(Collected data)
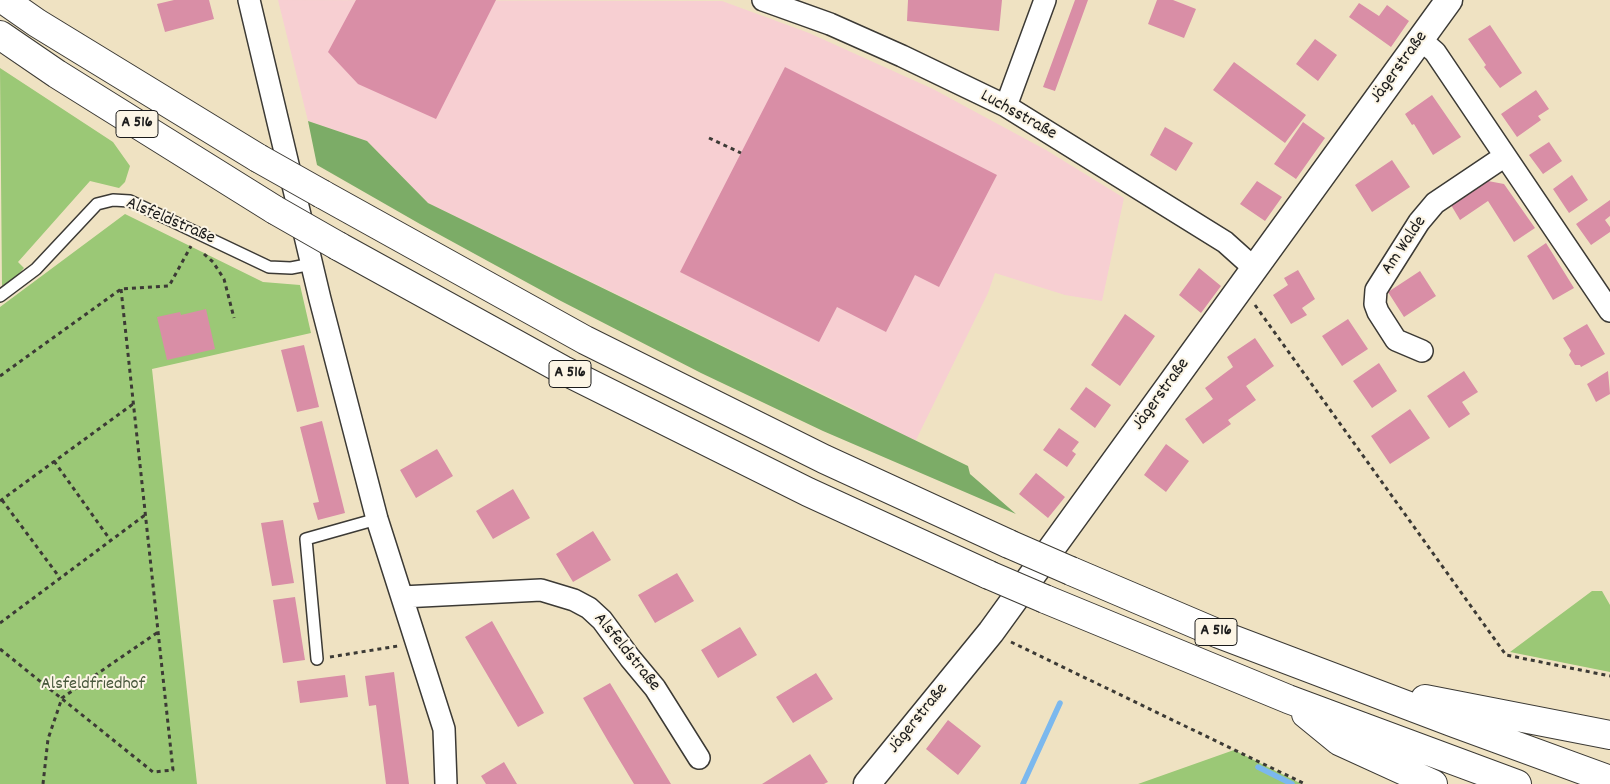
<!DOCTYPE html>
<meta charset="utf-8">
<style>
body{margin:0}
canvas{display:block;background:#efe2c2}
</style>
<canvas width="1610" height="784"></canvas>
<script>
const ctx = document.querySelector('canvas').getContext('2d');
ctx.lineJoin = 'round';
function fill(path, color) {
  ctx.fillStyle = color;
  ctx.fill(path, 'evenodd');
}
function poly(rows) {
  const path = new Path2D();
  for (const r of rows) {
    path.moveTo(r[0], r[1]);
    for (let i = 2; i < r.length; i += 2) path.lineTo(r[i], r[i + 1]);
  }
  return path;
}
function trace(path, color, width, dash) {
  ctx.strokeStyle = color;
  ctx.lineWidth = width;
  ctx.lineCap = dash ? 'butt' : 'round';
  ctx.setLineDash(dash || []);
  ctx.stroke(path);
}
function drawText(font, color, halo, rows, align = 'center') {
  ctx.font = font + ' Dekko,sans-serif';
  ctx.lineWidth = 4;
  ctx.setLineDash([]);
  ctx.textBaseline = 'middle';
  ctx.strokeStyle = halo;
  ctx.fillStyle = color;
  for (const [text, x, y, turn = 0] of rows) {
    ctx.save();
    ctx.translate(x, y);
    ctx.rotate((+turn || 0) * Math.PI / 180);
    ctx.textAlign = isNaN(turn) ? turn : align;
    if (halo) ctx.strokeText(text, 0, 0);
    ctx.fillText(text, 0, 0);
    ctx.restore();
  }
}
const built = poly([
 [278,0,722,1,809,33,933,89,1046,150,1124,198,1102,301,1065,295,995,273,988,293,915,442,848,406,428,203,367,141,308,121]
]);
const green = poly([
 [0,68,113,142,130,166,125,182,119,188,90,181,18,262,24,268,14,279,2,286],
 [125,214,263,282,300,285,311,333,152,369,197,784,0,784,0,307],
 [1592,591,1602,591,1610,605,1610,672,1510,652],
 [1234,750,1302,784,1138,784]
]);
const forest = poly([
 [308,121,367,141,428,203,968,466,970,474,1016,514,823,431,701,373,559,300,420,224,317,165]
]);
const stream = poly([
 [1258,767,1292,784],
 [1023,784,1060,703]
]);
const building = poly([
 [174,0,209,0,214,19,165,32,157,4],
 [356,0,496,0,436,119,358,84,328,52],
 [908,0,1002,0,999,31,907,21],
 [1075,0,1088,0,1055,91,1043,87],
 [1157,0,1173,0,1196,9,1184,38,1148,24],
 [1359,3,1379,16,1387,5,1409,21,1391,47,1349,17],
 [1490,25,1522,73,1500,88,1484,67,1486,65,1468,39],
 [1315,39,1337,55,1318,81,1296,64],
 [1234,62,1306,115,1285,143,1213,90],
 [785,67,997,175,939,287,915,275,886,332,837,307,819,342,680,272],
 [1536,90,1549,109,1538,116,1541,120,1517,137,1501,114],
 [1432,95,1461,137,1433,155,1414,124,1412,125,1405,114],
 [1303,122,1325,138,1296,179,1274,164],
 [1165,127,1193,143,1176,171,1150,155],
 [1549,142,1562,161,1543,174,1529,155],
 [1392,160,1410,187,1372,212,1355,185],
 [1572,175,1588,200,1569,213,1553,189],
 [1257,181,1282,197,1265,221,1240,204],
 [1488,181,1504,184,1535,228,1514,242,1488,201,1460,220,1451,205],
 [1610,200,1610,216,1605,220,1610,227,1610,232,1591,245,1576,224],
 [1546,243,1574,288,1553,300,1527,256],
 [1199,268,1221,286,1201,313,1179,295],
 [1298,270,1315,299,1302,308,1307,315,1291,324,1273,295,1288,285,1284,278],
 [1420,271,1436,296,1404,317,1388,292],
 [206,309,215,349,167,360,157,317,180,312,181,315],
 [1125,314,1155,336,1120,386,1091,365],
 [1348,319,1368,349,1342,366,1322,336],
 [1587,324,1605,354,1581,367,1580,365,1575,365,1569,355,1571,351,1563,338],
 [1255,338,1274,366,1246,386,1256,400,1228,420,1231,424,1203,444,1185,419,1213,399,1205,388,1233,367,1227,357],
 [304,345,319,407,297,412,281,350],
 [1379,363,1397,391,1372,408,1353,381],
 [1464,371,1478,392,1462,402,1470,414,1449,428,1427,396],
 [1608,371,1610,394,1596,402,1587,384],
 [1086,387,1111,405,1095,428,1070,409],
 [1410,409,1430,438,1390,464,1371,436],
 [322,421,345,513,318,520,313,503,319,502,300,427],
 [1059,428,1079,442,1072,451,1076,454,1067,467,1043,450],
 [1166,444,1189,461,1166,492,1144,475],
 [437,449,453,476,416,498,400,470],
 [1036,473,1065,497,1048,518,1019,494],
 [513,489,530,518,493,539,476,511],
 [283,520,294,583,272,586,261,523],
 [593,531,611,560,573,582,556,554],
 [677,573,694,601,655,623,638,595],
 [295,597,305,660,283,663,273,600],
 [492,621,544,713,518,727,465,637],
 [740,627,757,655,718,678,701,650],
 [394,672,404,747,409,784,386,784,376,705,369,706,365,676],
 [816,673,833,699,793,723,776,697],
 [345,675,348,697,300,703,297,681],
 [610,683,635,724,671,784,634,784,608,741,583,698],
 [948,720,981,746,958,775,926,749],
 [810,754,828,782,824,784,762,784],
 [504,762,517,784,486,784,481,776]
]);
const path = poly([
 [709,138,741,153],
 [204,254,213,262,224,279,234,318],
 [1255,305,1506,655,1610,676],
 [0,376,121,289,169,286,191,246],
 [54,461,111,541],
 [2,500,60,578],
 [0,501,133,404],
 [0,623,145,515],
 [1011,642,1305,784],
 [0,649,153,772,173,770,121,289],
 [330,657,398,646],
 [43,784,48,739,62,698,158,632]
]);
const service = poly([
 [0,296,36,269,97,204,113,200,130,201,269,267,291,268,312,264],
 [317,659,306,539,377,519]
]);
const minor = poly([
 [249,0,320,299,377,519,444,729,446,784],
 [763,0,830,24,902,56,1006,106,1225,242,1254,268],
 [1421,40,1435,52,1610,311],
 [1006,106,1045,0],
 [1422,351,1396,340,1378,312,1375,304,1376,290,1419,222,1435,203,1505,156],
 [402,597,541,590,574,600,589,608,602,620,630,658,655,688,699,758]
]);
const tertiary = poly([
 [867,784,991,632,1449,0]
]);
const motorway = poly([
 [4,0,37,23,258,158],
 [0,35,57,74,275,210],
 [322,194,585,340,824,459,1009,544],
 [338,246,563,370,808,492,989,575],
 [1071,571,1219,634,1454,723,1610,780],
 [1045,599,1288,699,1517,784],
 [1425,699,1610,735],
 [1306,714,1339,741,1433,784]
]);
const motorwayBridge = poly([
 [258,158,322,194],
 [275,210,338,246],
 [1009,544,1071,571],
 [989,575,1045,599]
]);
const shields = [
 [137,124,42],
 [570,374,42],
 [1216,632,42]
];
const shieldNames = [
 ["A 516",137,124],
 ["A 516",570,374],
 ["A 516",1216,632]
];
const streetNames = [
 ["Jägerstraße",1400,68,-54],
 ["Luchsstraße",1018,116,29],
 ["Alsfeldstraße",170,222,23],
 ["Am Walde",1405,246,-56],
 ["Jägerstraße",1162,395,-54],
 ["Alsfeldstraße",626,653,51],
 ["Jägerstraße",919,719,-51]
];
const parkNames = [
 ["Alsfeldfriedhof",93,686]
];
fill(built, '#f7cfd2');
fill(green, '#9bc876');
fill(forest, '#7cac67');
trace(stream, '#7bb8ee', 5.5);
fill(building, '#d98ea6');
trace(service, '#3c3a35', 14);
trace(minor, '#3c3a35', 24);
trace(tertiary, '#3c3a35', 29);
trace(motorway, '#3c3a35', 30);
trace(path, '#3c3a35', 3, [4, 4]);
trace(service, '#fff', 11);
trace(minor, '#fff', 21);
trace(tertiary, '#fff', 26);
trace(motorway, '#fff', 28);
trace(motorwayBridge, '#3c3a35', 30, []);
trace(motorwayBridge, '#fff', 28);
for (const [x, y, w] of shields) {
  const box = new Path2D();
  box.roundRect(x - w / 2, y - 13.5, w, 27, 4);
  ctx.fillStyle = '#fcf5e5';
  ctx.fill(box);
  trace(box, '#1c1c1c', 1);
}
drawText('bold 16px', '#1c1c1c', null, shieldNames);
drawText('18px', '#1c1c1c', '#fcf5e5', streetNames);
drawText('18px', '#48583c', '#fcf5e5', parkNames);
</script>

**WORK REQUEST:** Transcribe, exactly and without additions, the lines of the records above, beginning with the line that contains "ctx.lineJoin = 'round';" and ending with the line that contains "ctx.textAlign = isNaN(turn)", both included.

**TASK RESULT:**
ctx.lineJoin = 'round';
function fill(path, color) {
  ctx.fillStyle = color;
  ctx.fill(path, 'evenodd');
}
function poly(rows) {
  const path = new Path2D();
  for (const r of rows) {
    path.moveTo(r[0], r[1]);
    for (let i = 2; i < r.length; i += 2) path.lineTo(r[i], r[i + 1]);
  }
  return path;
}
function trace(path, color, width, dash) {
  ctx.strokeStyle = color;
  ctx.lineWidth = width;
  ctx.lineCap = dash ? 'butt' : 'round';
  ctx.setLineDash(dash || []);
  ctx.stroke(path);
}
function drawText(font, color, halo, rows, align = 'center') {
  ctx.font = font + ' Dekko,sans-serif';
  ctx.lineWidth = 4;
  ctx.setLineDash([]);
  ctx.textBaseline = 'middle';
  ctx.strokeStyle = halo;
  ctx.fillStyle = color;
  for (const [text, x, y, turn = 0] of rows) {
    ctx.save();
    ctx.translate(x, y);
    ctx.rotate((+turn || 0) * Math.PI / 180);
    ctx.textAlign = isNaN(turn) ? turn : align;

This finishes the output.